- [INSTRUCTIONS FOR THE TASK] Hand back the entries below exactly.

---*---

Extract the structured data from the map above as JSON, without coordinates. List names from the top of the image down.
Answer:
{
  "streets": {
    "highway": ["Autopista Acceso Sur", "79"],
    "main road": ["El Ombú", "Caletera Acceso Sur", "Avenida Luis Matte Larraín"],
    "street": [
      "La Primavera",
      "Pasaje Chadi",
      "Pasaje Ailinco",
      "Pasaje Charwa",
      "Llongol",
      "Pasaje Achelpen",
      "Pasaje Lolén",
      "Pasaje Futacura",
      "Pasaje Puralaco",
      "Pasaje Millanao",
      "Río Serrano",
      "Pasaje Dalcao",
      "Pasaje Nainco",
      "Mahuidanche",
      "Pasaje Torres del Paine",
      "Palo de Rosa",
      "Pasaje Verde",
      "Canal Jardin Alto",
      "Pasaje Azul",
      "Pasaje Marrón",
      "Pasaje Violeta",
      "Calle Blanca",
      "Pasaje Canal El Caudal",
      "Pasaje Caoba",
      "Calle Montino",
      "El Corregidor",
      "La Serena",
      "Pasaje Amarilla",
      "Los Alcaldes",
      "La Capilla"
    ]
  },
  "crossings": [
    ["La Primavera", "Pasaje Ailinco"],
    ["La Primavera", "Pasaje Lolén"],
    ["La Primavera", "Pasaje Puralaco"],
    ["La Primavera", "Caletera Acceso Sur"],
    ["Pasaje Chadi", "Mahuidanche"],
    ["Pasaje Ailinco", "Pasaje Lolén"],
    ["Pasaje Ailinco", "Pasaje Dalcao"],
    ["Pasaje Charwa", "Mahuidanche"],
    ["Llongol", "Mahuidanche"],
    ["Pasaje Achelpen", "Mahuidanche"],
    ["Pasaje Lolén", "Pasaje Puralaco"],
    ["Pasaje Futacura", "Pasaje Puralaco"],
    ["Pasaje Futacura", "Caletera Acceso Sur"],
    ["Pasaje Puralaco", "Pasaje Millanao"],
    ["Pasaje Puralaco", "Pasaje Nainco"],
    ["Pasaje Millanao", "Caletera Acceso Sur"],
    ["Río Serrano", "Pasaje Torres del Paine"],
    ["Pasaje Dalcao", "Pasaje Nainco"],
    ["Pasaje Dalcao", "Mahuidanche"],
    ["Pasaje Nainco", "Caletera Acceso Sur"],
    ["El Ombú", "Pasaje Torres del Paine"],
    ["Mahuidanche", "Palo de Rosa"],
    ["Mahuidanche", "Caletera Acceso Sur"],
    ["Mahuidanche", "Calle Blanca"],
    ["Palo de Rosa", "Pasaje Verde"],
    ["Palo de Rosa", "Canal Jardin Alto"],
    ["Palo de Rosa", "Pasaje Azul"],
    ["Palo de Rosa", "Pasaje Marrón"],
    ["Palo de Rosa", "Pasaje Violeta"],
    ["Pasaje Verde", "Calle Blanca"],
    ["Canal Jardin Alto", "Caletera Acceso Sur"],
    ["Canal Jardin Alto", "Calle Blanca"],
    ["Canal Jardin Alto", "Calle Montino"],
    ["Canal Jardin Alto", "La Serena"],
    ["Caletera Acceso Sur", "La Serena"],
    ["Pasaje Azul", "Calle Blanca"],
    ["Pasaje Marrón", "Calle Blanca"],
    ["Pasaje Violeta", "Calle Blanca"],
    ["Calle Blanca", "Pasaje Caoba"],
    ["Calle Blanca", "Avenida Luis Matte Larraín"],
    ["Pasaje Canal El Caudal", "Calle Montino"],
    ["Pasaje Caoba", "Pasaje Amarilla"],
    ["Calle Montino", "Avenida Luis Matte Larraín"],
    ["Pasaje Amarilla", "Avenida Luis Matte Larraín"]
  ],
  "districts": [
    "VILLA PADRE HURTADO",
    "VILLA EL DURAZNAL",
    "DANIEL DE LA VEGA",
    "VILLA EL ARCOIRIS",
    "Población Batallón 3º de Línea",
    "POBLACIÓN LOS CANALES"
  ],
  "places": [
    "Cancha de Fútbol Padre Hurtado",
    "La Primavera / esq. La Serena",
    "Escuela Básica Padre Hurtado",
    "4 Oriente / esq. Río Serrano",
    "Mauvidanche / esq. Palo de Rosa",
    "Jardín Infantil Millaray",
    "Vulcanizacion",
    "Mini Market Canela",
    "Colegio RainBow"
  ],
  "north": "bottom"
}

---*---

- [RESULT OF THIS EXERCISE]
Extract the structured data from the map above as JSON, without coordinates. List names from the top of the image down.
Answer:
{
  "streets": {
    "highway": ["Autopista Acceso Sur", "79"],
    "main road": ["El Ombú", "Caletera Acceso Sur", "Avenida Luis Matte Larraín"],
    "street": [
      "La Primavera",
      "Pasaje Chadi",
      "Pasaje Ailinco",
      "Pasaje Charwa",
      "Llongol",
      "Pasaje Achelpen",
      "Pasaje Lolén",
      "Pasaje Futacura",
      "Pasaje Puralaco",
      "Pasaje Millanao",
      "Río Serrano",
      "Pasaje Dalcao",
      "Pasaje Nainco",
      "Mahuidanche",
      "Pasaje Torres del Paine",
      "Palo de Rosa",
      "Pasaje Verde",
      "Canal Jardin Alto",
      "Pasaje Azul",
      "Pasaje Marrón",
      "Pasaje Violeta",
      "Calle Blanca",
      "Pasaje Canal El Caudal",
      "Pasaje Caoba",
      "Calle Montino",
      "El Corregidor",
      "La Serena",
      "Pasaje Amarilla",
      "Los Alcaldes",
      "La Capilla"
    ]
  },
  "crossings": [
    ["La Primavera", "Pasaje Ailinco"],
    ["La Primavera", "Pasaje Lolén"],
    ["La Primavera", "Pasaje Puralaco"],
    ["La Primavera", "Caletera Acceso Sur"],
    ["Pasaje Chadi", "Mahuidanche"],
    ["Pasaje Ailinco", "Pasaje Lolén"],
    ["Pasaje Ailinco", "Pasaje Dalcao"],
    ["Pasaje Charwa", "Mahuidanche"],
    ["Llongol", "Mahuidanche"],
    ["Pasaje Achelpen", "Mahuidanche"],
    ["Pasaje Lolén", "Pasaje Puralaco"],
    ["Pasaje Futacura", "Pasaje Puralaco"],
    ["Pasaje Futacura", "Caletera Acceso Sur"],
    ["Pasaje Puralaco", "Pasaje Millanao"],
    ["Pasaje Puralaco", "Pasaje Nainco"],
    ["Pasaje Millanao", "Caletera Acceso Sur"],
    ["Río Serrano", "Pasaje Torres del Paine"],
    ["Pasaje Dalcao", "Pasaje Nainco"],
    ["Pasaje Dalcao", "Mahuidanche"],
    ["Pasaje Nainco", "Caletera Acceso Sur"],
    ["El Ombú", "Pasaje Torres del Paine"],
    ["Mahuidanche", "Palo de Rosa"],
    ["Mahuidanche", "Caletera Acceso Sur"],
    ["Mahuidanche", "Calle Blanca"],
    ["Palo de Rosa", "Pasaje Verde"],
    ["Palo de Rosa", "Canal Jardin Alto"],
    ["Palo de Rosa", "Pasaje Azul"],
    ["Palo de Rosa", "Pasaje Marrón"],
    ["Palo de Rosa", "Pasaje Violeta"],
    ["Pasaje Verde", "Calle Blanca"],
    ["Canal Jardin Alto", "Caletera Acceso Sur"],
    ["Canal Jardin Alto", "Calle Blanca"],
    ["Canal Jardin Alto", "Calle Montino"],
    ["Canal Jardin Alto", "La Serena"],
    ["Caletera Acceso Sur", "La Serena"],
    ["Pasaje Azul", "Calle Blanca"],
    ["Pasaje Marrón", "Calle Blanca"],
    ["Pasaje Violeta", "Calle Blanca"],
    ["Calle Blanca", "Pasaje Caoba"],
    ["Calle Blanca", "Avenida Luis Matte Larraín"],
    ["Pasaje Canal El Caudal", "Calle Montino"],
    ["Pasaje Caoba", "Pasaje Amarilla"],
    ["Calle Montino", "Avenida Luis Matte Larraín"],
    ["Pasaje Amarilla", "Avenida Luis Matte Larraín"]
  ],
  "districts": [
    "VILLA PADRE HURTADO",
    "VILLA EL DURAZNAL",
    "DANIEL DE LA VEGA",
    "VILLA EL ARCOIRIS",
    "Población Batallón 3º de Línea",
    "POBLACIÓN LOS CANALES"
  ],
  "places": [
    "Cancha de Fútbol Padre Hurtado",
    "La Primavera / esq. La Serena",
    "Escuela Básica Padre Hurtado",
    "4 Oriente / esq. Río Serrano",
    "Mauvidanche / esq. Palo de Rosa",
    "Jardín Infantil Millaray",
    "Vulcanizacion",
    "Mini Market Canela",
    "Colegio RainBow"
  ],
  "north": "bottom"
}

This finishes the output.